A variety of chemical solutions are often used to clean contact lenses as well. These formulas do not require a neutralizer following cleaning and are therefore consider one-step cleaning processes. Chemical cleaning solutions employ a variety of ingredients to eliminate germs and bacteria and a number of the formulations actually include hydrogen peroxide but include buffering agents to neutralize it within the single step process.

 

The merits and detriments of the one-step and two-step cleaning options continue to be explored in microbiology and commercial labs.
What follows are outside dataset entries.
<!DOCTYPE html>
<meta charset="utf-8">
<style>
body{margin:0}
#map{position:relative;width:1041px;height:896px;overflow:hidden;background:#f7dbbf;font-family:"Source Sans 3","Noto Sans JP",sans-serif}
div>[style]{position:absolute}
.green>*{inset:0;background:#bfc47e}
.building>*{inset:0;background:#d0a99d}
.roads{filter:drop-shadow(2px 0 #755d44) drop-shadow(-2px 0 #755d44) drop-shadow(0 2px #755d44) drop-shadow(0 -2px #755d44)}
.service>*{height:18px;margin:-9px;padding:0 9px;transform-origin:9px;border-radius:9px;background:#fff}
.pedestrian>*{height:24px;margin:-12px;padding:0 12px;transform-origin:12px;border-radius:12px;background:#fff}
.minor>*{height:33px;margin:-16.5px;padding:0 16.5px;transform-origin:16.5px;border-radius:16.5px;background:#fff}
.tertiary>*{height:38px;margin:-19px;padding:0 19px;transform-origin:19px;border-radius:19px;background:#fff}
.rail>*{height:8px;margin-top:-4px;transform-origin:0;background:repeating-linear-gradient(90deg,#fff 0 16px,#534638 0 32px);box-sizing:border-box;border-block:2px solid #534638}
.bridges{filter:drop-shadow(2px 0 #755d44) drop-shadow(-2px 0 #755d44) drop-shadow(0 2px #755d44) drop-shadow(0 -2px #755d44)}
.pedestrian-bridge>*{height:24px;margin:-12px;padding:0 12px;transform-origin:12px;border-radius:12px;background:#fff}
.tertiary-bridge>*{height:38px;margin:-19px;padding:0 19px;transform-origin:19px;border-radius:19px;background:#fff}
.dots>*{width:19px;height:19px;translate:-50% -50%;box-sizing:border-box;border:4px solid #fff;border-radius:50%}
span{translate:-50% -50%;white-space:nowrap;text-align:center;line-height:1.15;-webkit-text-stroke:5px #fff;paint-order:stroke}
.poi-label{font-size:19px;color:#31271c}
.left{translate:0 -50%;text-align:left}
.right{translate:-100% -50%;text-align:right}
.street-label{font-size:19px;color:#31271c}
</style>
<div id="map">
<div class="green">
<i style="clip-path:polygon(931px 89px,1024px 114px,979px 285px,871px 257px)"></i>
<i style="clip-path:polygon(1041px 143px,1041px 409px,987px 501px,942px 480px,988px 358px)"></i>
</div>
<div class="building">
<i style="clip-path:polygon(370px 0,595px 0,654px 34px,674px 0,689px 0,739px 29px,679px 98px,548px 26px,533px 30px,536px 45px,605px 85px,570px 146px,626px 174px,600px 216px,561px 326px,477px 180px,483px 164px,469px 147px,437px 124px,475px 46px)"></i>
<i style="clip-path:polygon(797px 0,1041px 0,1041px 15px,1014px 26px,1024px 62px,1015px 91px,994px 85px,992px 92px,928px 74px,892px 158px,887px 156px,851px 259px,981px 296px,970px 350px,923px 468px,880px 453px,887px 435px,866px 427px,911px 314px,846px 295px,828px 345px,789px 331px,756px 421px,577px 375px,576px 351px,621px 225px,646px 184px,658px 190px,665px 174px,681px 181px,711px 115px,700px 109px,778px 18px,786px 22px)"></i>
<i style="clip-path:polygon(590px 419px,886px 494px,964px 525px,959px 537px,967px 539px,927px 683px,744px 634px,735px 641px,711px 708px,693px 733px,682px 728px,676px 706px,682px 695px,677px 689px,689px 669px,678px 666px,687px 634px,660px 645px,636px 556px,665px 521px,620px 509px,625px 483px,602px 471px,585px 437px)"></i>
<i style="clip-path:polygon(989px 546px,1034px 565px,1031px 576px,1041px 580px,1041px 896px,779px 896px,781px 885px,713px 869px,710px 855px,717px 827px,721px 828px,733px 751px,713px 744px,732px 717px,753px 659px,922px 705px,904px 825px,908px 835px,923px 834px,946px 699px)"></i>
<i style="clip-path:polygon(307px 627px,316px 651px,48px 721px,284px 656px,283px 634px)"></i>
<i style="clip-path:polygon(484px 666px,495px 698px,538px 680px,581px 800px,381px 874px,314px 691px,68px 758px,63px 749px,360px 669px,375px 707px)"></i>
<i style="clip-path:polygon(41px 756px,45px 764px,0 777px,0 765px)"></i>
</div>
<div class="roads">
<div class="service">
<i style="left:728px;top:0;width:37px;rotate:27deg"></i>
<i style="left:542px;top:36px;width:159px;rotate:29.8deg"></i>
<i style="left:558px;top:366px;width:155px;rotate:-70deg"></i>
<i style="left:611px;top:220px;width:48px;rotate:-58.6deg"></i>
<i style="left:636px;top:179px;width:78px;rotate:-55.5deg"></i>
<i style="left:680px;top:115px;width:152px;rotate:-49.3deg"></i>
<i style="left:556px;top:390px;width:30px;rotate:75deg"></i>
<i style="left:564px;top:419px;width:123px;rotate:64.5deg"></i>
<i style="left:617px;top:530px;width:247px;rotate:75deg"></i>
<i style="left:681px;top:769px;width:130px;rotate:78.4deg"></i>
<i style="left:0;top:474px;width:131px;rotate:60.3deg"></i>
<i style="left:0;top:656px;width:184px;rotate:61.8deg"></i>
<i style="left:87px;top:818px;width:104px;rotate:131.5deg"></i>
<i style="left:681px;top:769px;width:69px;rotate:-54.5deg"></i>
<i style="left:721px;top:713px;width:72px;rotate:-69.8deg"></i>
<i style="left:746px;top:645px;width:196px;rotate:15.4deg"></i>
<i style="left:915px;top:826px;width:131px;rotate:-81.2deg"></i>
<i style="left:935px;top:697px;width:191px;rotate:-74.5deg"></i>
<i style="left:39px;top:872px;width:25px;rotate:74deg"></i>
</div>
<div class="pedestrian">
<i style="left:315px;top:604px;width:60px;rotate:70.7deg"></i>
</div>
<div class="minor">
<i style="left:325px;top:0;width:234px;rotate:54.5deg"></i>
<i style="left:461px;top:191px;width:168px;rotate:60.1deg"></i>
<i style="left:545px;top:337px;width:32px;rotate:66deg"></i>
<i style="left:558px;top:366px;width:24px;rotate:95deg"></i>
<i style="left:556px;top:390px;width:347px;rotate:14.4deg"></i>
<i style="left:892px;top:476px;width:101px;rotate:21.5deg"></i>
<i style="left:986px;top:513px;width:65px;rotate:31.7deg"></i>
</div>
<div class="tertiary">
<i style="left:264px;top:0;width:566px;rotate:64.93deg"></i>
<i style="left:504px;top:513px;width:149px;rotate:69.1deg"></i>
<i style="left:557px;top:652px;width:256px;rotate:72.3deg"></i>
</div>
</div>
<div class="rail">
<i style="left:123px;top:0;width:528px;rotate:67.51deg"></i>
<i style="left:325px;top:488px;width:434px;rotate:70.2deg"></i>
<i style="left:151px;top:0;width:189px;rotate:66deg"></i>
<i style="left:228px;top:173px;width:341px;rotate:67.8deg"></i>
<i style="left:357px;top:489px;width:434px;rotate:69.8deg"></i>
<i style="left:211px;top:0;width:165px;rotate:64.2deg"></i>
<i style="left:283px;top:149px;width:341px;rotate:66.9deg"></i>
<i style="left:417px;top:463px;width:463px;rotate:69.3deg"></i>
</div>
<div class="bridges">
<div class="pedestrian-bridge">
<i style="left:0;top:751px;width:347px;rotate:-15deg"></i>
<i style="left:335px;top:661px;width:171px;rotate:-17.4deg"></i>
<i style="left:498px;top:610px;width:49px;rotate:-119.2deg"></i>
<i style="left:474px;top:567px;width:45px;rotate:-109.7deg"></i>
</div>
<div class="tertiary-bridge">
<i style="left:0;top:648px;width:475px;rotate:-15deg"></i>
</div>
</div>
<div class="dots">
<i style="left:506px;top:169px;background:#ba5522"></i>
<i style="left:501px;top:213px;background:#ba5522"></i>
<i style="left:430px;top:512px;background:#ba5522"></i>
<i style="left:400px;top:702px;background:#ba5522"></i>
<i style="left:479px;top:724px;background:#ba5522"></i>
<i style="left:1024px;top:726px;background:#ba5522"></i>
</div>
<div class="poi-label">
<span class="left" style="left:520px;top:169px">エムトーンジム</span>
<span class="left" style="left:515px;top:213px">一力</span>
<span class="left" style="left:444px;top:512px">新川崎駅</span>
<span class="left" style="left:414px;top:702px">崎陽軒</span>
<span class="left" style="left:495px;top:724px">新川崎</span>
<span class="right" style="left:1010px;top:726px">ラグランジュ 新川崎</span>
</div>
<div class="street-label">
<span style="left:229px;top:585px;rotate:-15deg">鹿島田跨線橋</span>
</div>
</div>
A great deal of the research indicates that the two-step hydrogen peroxide contact lens cleaning is the most effective against the broadest array of germs. However, many of the one-step solutions are capable of eliminating most germs to acceptable levels that provide the wearer with safe, comfortable lenses with ease of use. In chemical cleaning products that use hydrogen peroxide and neutralizer within the same solution, the disparity in effectiveness when contrasted to a two-step process is due to the rapidity of the neutralization of the hydrogen peroxide. Lab testing indicates that simply slowing the neutralization eliminates the remaining bacteria. For many consumers, the one-step cleansing is more than efficient.

 

Determining which cleaning system is right for you and your brand and type of contact lens is an important discussion to have with your eye care professional and your contact lens manufacturer.  Following the guidelines set forth by the manufacture, coupled with your eye doctor’s advice is the best way to ensure that you are maximizing the life and functionality of your contacts, as well as protecting your eye health.